Would you find each line in the entries below with the string "labels" and copy it?

> _Provided records_:
◆ ◆ ◆ ◆

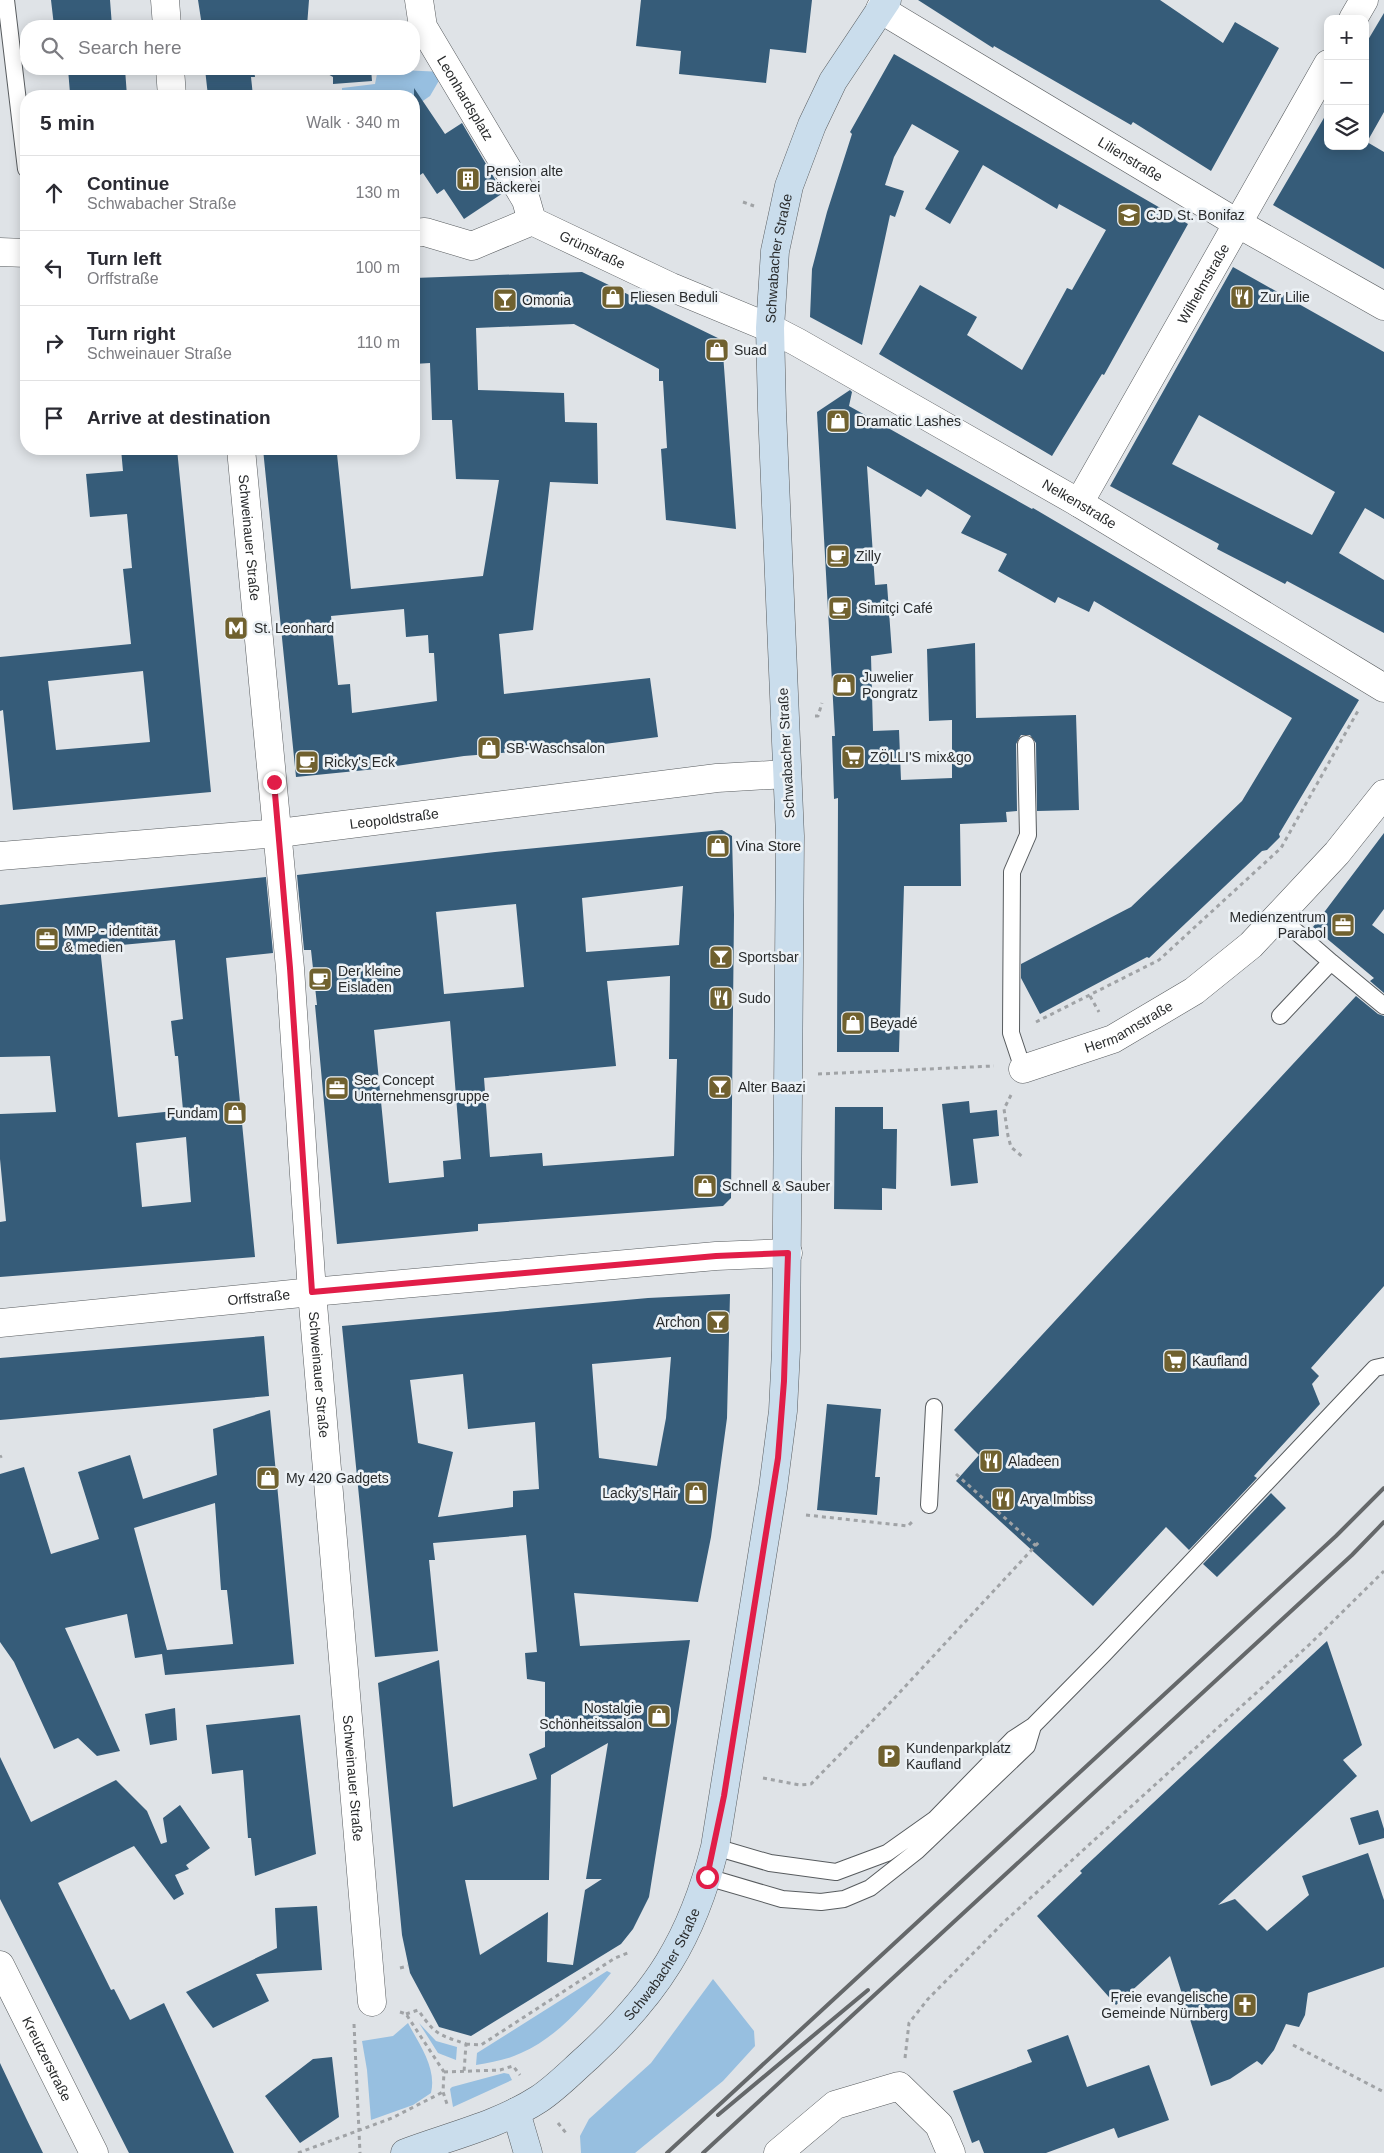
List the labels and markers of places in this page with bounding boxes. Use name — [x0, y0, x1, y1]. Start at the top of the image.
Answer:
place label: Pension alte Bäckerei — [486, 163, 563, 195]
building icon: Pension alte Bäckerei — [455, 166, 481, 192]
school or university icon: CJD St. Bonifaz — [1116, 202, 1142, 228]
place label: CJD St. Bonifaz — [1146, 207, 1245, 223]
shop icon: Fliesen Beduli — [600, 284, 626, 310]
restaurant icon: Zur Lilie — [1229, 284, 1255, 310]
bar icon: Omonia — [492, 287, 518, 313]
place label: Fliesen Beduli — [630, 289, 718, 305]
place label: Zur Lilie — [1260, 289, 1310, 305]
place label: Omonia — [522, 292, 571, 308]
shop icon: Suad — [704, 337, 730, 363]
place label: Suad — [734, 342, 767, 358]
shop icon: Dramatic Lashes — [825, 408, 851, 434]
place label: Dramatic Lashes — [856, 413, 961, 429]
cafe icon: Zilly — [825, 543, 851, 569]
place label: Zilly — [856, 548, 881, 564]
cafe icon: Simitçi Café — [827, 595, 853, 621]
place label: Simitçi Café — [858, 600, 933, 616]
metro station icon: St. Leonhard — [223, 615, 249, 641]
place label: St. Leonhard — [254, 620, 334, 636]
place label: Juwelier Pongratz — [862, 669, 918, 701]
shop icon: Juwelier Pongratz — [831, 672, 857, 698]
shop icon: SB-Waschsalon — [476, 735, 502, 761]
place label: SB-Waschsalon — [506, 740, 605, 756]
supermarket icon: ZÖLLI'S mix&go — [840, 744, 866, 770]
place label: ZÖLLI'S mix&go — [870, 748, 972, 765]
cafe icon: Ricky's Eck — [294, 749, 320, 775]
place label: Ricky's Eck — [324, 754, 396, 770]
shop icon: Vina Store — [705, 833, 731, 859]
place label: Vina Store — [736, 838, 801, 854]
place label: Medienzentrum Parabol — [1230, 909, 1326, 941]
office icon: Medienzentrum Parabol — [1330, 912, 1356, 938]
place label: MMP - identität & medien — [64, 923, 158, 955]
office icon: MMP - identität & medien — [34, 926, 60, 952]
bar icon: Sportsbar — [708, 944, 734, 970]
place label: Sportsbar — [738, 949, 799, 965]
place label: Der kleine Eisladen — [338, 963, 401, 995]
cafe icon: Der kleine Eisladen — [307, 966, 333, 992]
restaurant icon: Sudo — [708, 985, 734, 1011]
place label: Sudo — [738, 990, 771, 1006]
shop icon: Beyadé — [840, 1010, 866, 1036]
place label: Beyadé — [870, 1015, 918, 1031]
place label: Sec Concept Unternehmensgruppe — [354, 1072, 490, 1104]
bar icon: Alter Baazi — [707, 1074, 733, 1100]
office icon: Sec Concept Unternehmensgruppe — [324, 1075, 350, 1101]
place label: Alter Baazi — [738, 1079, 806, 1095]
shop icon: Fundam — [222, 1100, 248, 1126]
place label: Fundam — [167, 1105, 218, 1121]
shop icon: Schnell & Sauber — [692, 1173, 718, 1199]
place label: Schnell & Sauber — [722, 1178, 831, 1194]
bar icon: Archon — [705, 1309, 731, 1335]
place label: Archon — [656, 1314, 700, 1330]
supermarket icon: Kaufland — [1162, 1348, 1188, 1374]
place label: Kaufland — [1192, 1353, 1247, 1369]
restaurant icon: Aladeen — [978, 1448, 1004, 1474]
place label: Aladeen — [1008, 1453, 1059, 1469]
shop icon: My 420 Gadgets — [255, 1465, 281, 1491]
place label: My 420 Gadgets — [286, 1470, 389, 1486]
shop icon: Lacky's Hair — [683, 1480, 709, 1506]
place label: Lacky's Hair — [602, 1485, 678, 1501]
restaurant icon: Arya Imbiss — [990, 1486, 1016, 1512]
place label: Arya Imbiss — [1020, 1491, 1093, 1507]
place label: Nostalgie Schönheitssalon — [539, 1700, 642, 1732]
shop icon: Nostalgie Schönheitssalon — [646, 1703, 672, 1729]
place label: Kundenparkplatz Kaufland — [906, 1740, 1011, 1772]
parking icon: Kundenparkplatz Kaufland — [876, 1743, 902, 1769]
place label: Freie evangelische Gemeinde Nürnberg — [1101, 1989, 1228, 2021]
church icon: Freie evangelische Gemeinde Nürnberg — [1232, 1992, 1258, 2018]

◆ ◆ ◆ ◆

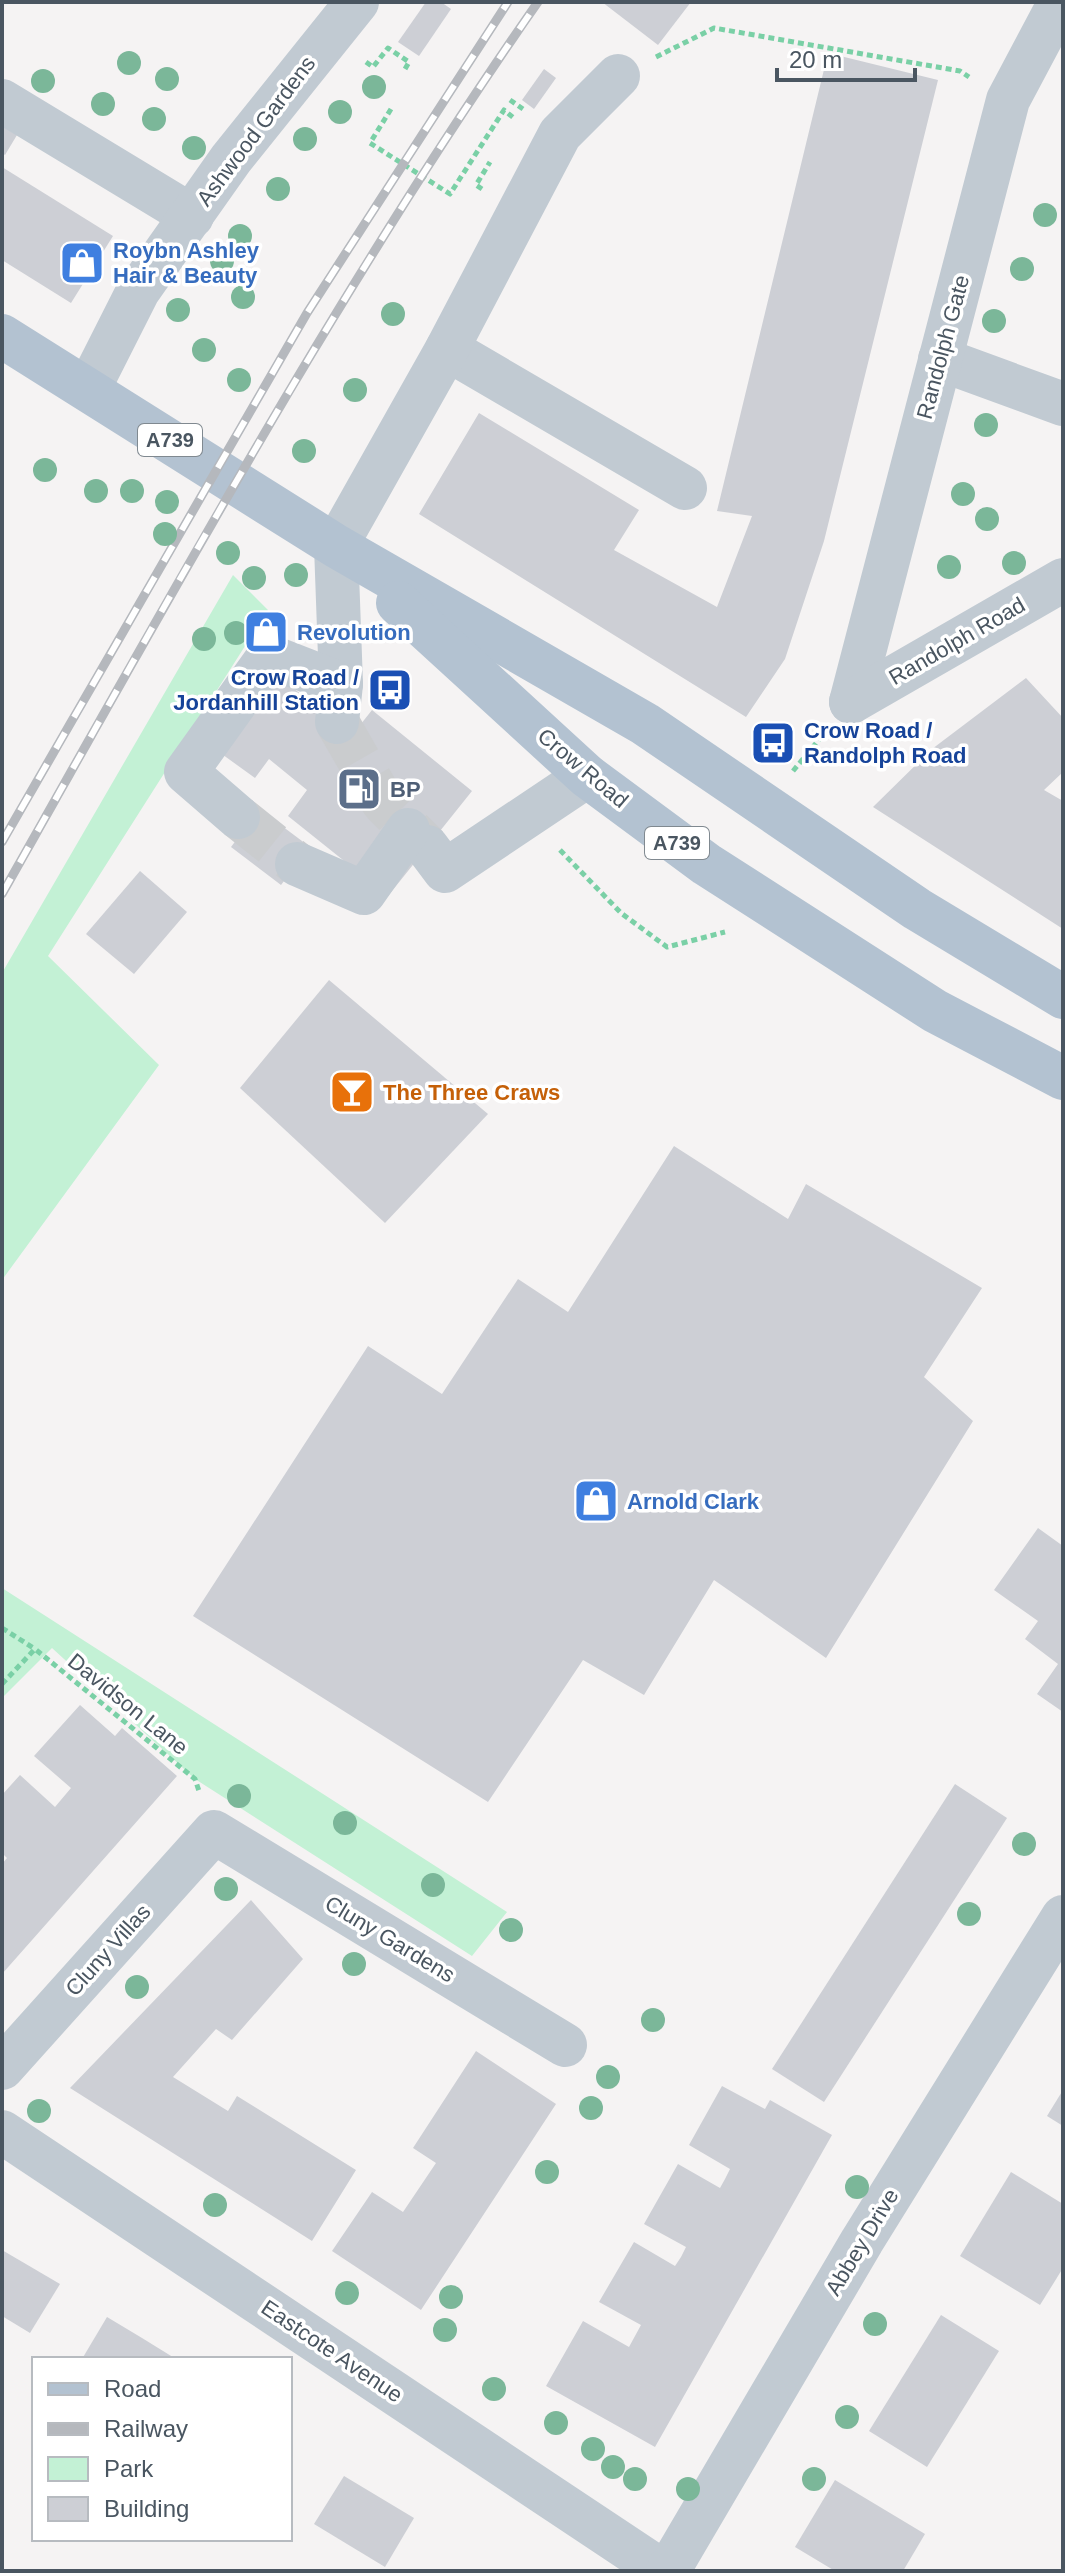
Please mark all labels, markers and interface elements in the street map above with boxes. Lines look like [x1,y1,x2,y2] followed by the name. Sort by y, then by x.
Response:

◆ ◆ ◆ ◆

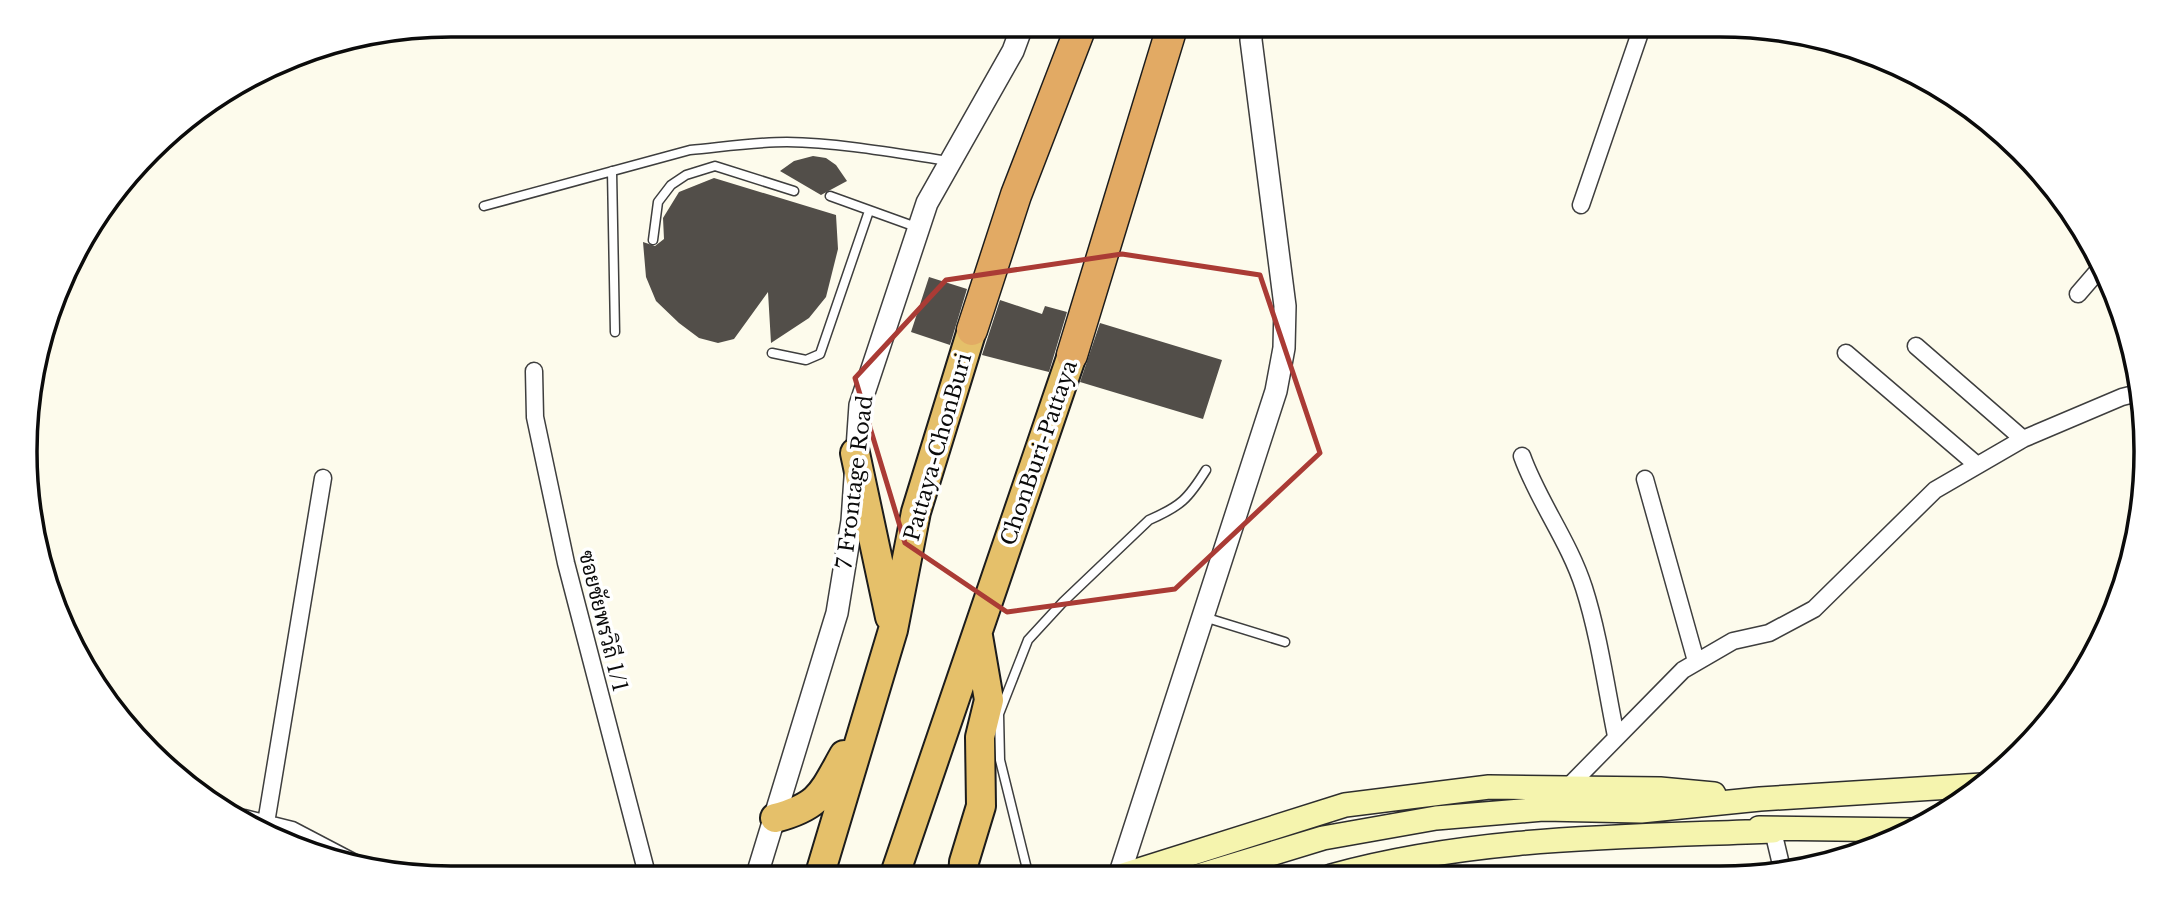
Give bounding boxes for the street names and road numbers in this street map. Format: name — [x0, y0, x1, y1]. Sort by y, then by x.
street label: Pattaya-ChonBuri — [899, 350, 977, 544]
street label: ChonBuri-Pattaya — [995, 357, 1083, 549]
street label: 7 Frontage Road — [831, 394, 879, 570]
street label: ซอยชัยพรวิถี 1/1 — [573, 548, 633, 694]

◆ ◆ ◆ ◆

> _Exercise output_:
List the labels and markers of places in this page with bounding boxes. Use name — [x0, y0, x1, y1]. Start at the top of the image.
Please mark all labels, markers and interface elements in the street map above with boxes. Lines look like [x1,y1,x2,y2] followed by the name. Sort by y, then by x.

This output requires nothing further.